El régimen venezolano tiene obsesión por las elecciones. Perdió la última e insiste en convocar y perder otra. No han reconocido ninguna de las dos derrotas. Creen que ese disfraz democrático les borra la faz de dictadura. Sus mentiras le han hecho perder a su pueblo

Los políticos actuales son refractarios a decir la verdad. Temen que los ciudadanos huyan al escuchar la verdad de las cosas que suceden. Son como niños, piensan estos especialistas en escamotear la realidad. Sucede en España, en la UE y en Venezuela. Allí, la cúpula del régimen inventa un complot internacional contra sus elecciones, para justificar encarcelar a los disidentes de todo tipo. Aquí, Sánchez tergiversa los acontecimientos que le tocan directamente a su hermano, esposa o a sus compañeros de partido más cercanos. En la UE, la señora Von der Leyen es sospechosa de manejos dolosos con Pfizer y todos allí miran para otro lado. La verdad luce por su ausencia.
Tal vez, Churchill no tuvo más remedio que decir la verdad a sus conciudadanos cuando Inglaterra estaba a punto de ser invadida por Hitler. No les dijo que no pasaría nada grave, sino que dijo la verdad ante tal amenaza cierta. Lo que venía era "sangre, sudor y lágrimas". Aguantaron y vencieron. Aunque ese dolor colectivo le costó perder las elecciones tras la guerra. Ahora, nadie es capaz de ser Churchill. El mismo Mr. Trump vacila con sus amenazas y, siguiendo al camarada Lenin, da dos pasos adelante y uno para atrás. Así está el mundo político, es la posverdad cuántica: una afirmación vertiginosa, que se puede cambiar por otro logaritmo aún más veloz, justificando, aún más, la misma mentira.
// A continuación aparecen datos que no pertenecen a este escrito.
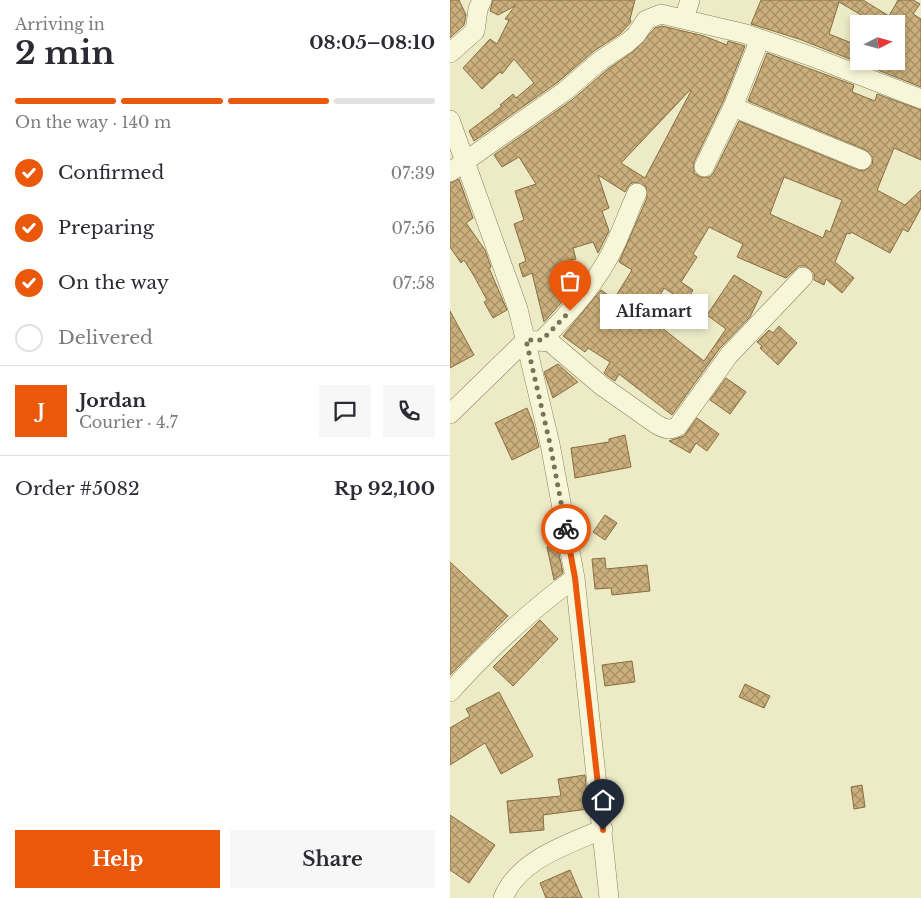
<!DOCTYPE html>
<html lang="en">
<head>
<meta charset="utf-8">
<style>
	:root { --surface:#fff; --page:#f7f7f7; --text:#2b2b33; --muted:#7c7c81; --line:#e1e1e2; --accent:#ea580c }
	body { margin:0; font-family:"Libre Baskerville",serif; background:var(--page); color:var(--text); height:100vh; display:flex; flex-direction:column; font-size:19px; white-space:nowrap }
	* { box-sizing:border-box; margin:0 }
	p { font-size:16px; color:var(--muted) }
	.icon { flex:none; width:28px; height:28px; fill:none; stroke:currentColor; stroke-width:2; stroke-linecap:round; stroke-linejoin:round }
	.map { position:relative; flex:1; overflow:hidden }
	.side { display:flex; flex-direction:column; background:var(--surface); width:450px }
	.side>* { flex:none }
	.needle { width:32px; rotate:84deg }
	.buttons { position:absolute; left:400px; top:15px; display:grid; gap:10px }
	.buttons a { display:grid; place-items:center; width:55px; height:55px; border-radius:0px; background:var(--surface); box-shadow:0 2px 8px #0003; font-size:25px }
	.pin { position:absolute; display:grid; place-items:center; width:42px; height:42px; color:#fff; margin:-51px -21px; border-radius:50% 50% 50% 0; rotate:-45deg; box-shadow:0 0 5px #0007 }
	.pin .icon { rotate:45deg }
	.courier { position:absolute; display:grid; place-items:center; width:50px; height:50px; margin:-25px; border:4px solid #ea580c; border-radius:50%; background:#fff; color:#222; box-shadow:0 1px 6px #0007 }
	.bubble { position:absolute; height:35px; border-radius:0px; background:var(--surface); box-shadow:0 2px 8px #0003; font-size:16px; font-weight:700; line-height:35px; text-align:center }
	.head em { font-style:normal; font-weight:700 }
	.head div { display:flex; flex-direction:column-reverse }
	.head { display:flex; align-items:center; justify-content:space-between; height:85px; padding:0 15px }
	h1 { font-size:32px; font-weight:700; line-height:38px }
	.bar { display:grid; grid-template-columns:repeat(4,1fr); gap:8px 5px; align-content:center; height:60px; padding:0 15px }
	.bar i { height:6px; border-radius:4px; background:var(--line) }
	.bar .on { background:var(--accent) }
	.bar p { grid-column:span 4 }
	.line { display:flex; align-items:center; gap:12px; padding:0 15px; border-top:1px solid var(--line) }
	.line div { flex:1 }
	.round { display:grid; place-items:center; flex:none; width:52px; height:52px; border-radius:0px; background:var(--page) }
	ol { padding:0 15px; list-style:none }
	li { display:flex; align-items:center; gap:15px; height:55px }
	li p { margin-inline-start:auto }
	li .icon { padding:5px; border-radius:50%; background:var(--accent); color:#fff; stroke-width:4 }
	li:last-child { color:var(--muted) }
	li i { width:28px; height:28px; border:2px solid var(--line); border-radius:50% }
	.cta { display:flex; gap:10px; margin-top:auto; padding:10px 15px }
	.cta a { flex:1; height:58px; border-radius:0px; background:var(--accent); color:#fff; font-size:20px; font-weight:700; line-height:58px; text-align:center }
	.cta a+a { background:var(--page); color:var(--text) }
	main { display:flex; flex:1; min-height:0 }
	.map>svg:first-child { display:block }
	.building { fill:url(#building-cross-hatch); stroke:#876d42; fill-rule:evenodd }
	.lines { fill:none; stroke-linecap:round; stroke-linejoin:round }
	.minor-casing { stroke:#887e5c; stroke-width:20 }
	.minor { stroke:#f8f6d9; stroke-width:19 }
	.done { stroke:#787359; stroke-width:5; stroke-dasharray:0 9 }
	.route { stroke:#ea580c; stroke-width:6 }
</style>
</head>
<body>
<main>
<section class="side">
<div class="head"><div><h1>2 min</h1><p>Arriving in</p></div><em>08:05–08:10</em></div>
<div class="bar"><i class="on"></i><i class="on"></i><i class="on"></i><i></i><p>On the way · 140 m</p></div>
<ol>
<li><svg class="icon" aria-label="check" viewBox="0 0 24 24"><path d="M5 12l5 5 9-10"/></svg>Confirmed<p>07:39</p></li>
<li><svg class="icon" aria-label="check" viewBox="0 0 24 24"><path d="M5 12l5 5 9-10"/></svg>Preparing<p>07:56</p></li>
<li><svg class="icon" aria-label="check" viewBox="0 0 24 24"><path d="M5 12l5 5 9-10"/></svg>On the way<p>07:58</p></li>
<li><i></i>Delivered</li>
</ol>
<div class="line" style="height:90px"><b class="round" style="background:var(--accent);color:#fff">J</b><div><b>Jordan</b><p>Courier · 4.7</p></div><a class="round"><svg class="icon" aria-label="chat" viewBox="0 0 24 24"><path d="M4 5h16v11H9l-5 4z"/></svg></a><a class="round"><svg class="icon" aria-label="phone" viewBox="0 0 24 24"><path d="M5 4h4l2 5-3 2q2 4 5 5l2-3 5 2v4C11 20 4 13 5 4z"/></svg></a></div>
<div class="line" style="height:65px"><div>Order #5082</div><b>Rp 92,100</b></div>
<div class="cta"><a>Help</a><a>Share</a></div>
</section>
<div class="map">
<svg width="471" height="898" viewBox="0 0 471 898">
	<defs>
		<pattern id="building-cross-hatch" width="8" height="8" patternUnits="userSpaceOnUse" patternTransform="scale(1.25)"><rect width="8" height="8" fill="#cbaf7c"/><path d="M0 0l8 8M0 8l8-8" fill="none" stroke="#a68f65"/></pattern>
	</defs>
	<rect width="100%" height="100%" fill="#edebc6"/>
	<path class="building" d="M0 0H9L16 15 14 25 0 38Z
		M43 0H185L180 19 181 22 170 34 144 51 108 82 24 141 19 131 52 106 50 105 63 94 66 98 84 83 64 59 52 74 50 72 32 89 13 68 40 39 47 44 59 20 55 19 65 6 48 15 40 11Z
		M311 0H413L439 16 448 0H463L470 4 463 14 471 19V87L349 39 301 24ZM389 2 413 16 410 24H446V61H409V46L379 34Z
		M212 26 254 36 277 45 278 41 295 46 273 102 244 162V173L250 177H260L264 172 289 121 408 170 414 171 422 165 423 158 416 150 298 101 317 53 404 85 402 92 425 101 427 94 471 110V160L444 148 427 190 455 205 471 190V208L458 232 453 229 440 253 401 232 400 234 397 233 385 262 404 278 392 293 376 279 374 285 364 280V273L356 266H349L336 278 287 257 293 244 259 227 243 254 247 257 231 282 243 290 236 302 214 288 198 317 254 361 276 329 257 315 284 275 312 292 300 317 270 348 222 415 169 374 165 381 159 377 154 373 160 362 138 348 135 352 113 336 151 290 164 299 182 270 169 262 197 198 196 187 185 182 180 184 175 192 148 175 159 208 152 211 159 231 148 253 143 242 123 248 126 259 121 260 130 282 94 322 82 273 73 277 69 264 76 261 64 224 74 220 65 191 86 184 69 157 52 167 44 155 122 100 158 69 184 51 205 28ZM240 90 241 91 195 178 171 163ZM334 177 392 200 380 232 376 230 373 238 320 214Z
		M9 179 23 218 16 223 35 250 41 267 39 268 57 310 43 318 34 302 37 300 24 276 14 260 11 263 0 247V183Z
		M0 311 24 355 0 368Z
		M329 326 347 343 328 365 310 348 312 346 307 342 319 330 323 333Z
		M108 364 128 382 103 398 94 372Z
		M276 378 296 392 280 414 260 400Z
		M77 408 83 423 89 447 62 460 45 423Z
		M247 418 269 434 257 451 246 443 240 453 219 441 234 436Z
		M175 435 181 467 125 478 121 448 159 442V439Z
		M155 515 167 523 155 540 143 532Z
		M107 545 113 573 104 580 97 547Z
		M155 558 156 569 197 565 200 591 162 595 161 588 145 589 142 559Z
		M0 562 58 616 0 675Z
		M90 620 108 639 63 686 43 667Z
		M182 661 185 682 155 686 152 665Z
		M295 684 320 696 314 708 289 697Z
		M49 692 83 756 51 774 35 743 0 765V728L20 716 16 709Z
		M135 775 138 809 93 815 94 830 60 833 57 801 111 796 108 779Z
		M412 785 415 807 404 809 401 787Z
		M0 815 45 845 19 883 0 870Z
		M120 870 132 898H96L90 883Z"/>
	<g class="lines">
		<g class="minor-casing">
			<path id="minor" d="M234 19 240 0
				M0 53 25 31 28 9 32 0
				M283 107 412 160
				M0 120 68 309 100 444 125 578 159 898
				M254 167 283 107 310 39
				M0 172 115 91 151 60 177 43 186 35 196 20 211 14 296 34 360 56 471 99
				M92 340C119 314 144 286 161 253 171 234 178 212 187 193
				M0 414 76 340 100 342 152 386 206 424C214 429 220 431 228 426L279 355 353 277
				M0 692C39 649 78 612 125 578
				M53 898C69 859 117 845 153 829"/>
		</g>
		<use href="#minor" class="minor"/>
	</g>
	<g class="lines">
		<path class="done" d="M116 529 100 444 76 340H92L120 311"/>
		<path class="route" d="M116 529 125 578 153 830"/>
	</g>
</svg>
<div class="buttons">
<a><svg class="needle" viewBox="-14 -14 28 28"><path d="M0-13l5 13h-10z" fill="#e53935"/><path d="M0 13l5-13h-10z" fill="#7c7c81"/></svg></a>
</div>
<div class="pin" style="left:120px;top:311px;background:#ea580c"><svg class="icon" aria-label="bag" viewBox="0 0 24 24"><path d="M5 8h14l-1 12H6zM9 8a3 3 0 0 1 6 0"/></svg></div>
<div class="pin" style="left:153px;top:830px;background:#1f2937"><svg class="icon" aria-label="home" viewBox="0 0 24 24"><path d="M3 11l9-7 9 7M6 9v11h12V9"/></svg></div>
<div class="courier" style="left:116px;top:529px"><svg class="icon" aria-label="bike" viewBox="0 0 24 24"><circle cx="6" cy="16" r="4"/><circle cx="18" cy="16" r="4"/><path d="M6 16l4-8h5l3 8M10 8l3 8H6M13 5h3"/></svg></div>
<div class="bubble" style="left:150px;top:294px;width:108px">Alfamart</div>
</div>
</main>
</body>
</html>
El caso de la dictadura chavista es una tragedia. 9 millones de venezolanos se han visto obligados a dejar su país. Muy posiblemente para siempre. La promesa de que pronto volverán no va a ser algo automático tan solo porque sea repetido en mítines y reuniones sociales. La llamada diáspora es una calamidad inmerecida. Esos exiliados que pueblan el planeta desde Australia hasta Canadá, incluido Estados Unidos, donde muchos inocentes van a pagar por los desmanes de otros compatriotas; y toda Europa, especialmente España. Madrid ya parece una provincia de Hispanoamérica. Tantos venezolanos aclimatándose fuera de su país, se han buscado la vida. Han puesto la nostalgia de la comida de moda en el mundo. El gusto y el sabor es uno de los más fuertes reclamos del recuerdo. Ya es usual encontrar tequeños congelados en Mercadona, restaurantes de arepas con su multisápida variedad; y que la música y sus intérpretes se escuchen en fiestas populares de Miami, Madrid o Barcelona.
Pero, atribuir, según un estudio sociológico, que esa diáspora sea buena por haber puesto de moda la culinaria venezolana nos parece un despropósito. La comida italiana se ha impuesto en el mundo sin que los naturales hayan tenido que emigrar en el volumen de la diáspora venezolana. Ni que la fast food americana haya colonizado a la sociedad mundial, sin tener ellos que ir al exilio masivamente. Mejor habría sido que la comida típica de Venezuela fuera el símbolo de una sociedad verdaderamente democrática sin ser noticia por su diáspora desbordada.
Hemos visto de cerca en Madrid, a un largo de dos brazos, al presidente Edmundo González Urrutia. Intentamos acercarnos, como periodista de a pie, para hacerle una sola pregunta: ¿Cómo ha sido su reciente reunión con el ministro de Asuntos Exteriores de España, ayer? Era una pregunta sencilla y vigente, dado que todavía no hemos escuchado una declaración oficial del gobierno de Sánchez reconociendo a EGU como presidente legalmente electo de Venezuela, ni condenar al dictador Maduro, usurpador de la presidencia. No fue posible hacer tal pregunta al presidente EGU. El círculo de protección fue impenetrable. Entendemos tal cerco. Mantener su integridad física es indispensable, pero evitar a cal y canto que se le haga una pregunta periodística parece excesivo. Esperamos que sus asesores de prensa contesten a esa sencilla pregunta. Nos parece fundamental conocer qué le dijo el escurridizo ministro de Exteriores de España, conocido tanto por su afecto a la dictadura bolivariana, como por la animadversión al Estado de Israel.
Carlos Pérez-Ariza es doctor en Periodismo por la Universidad de Málaga.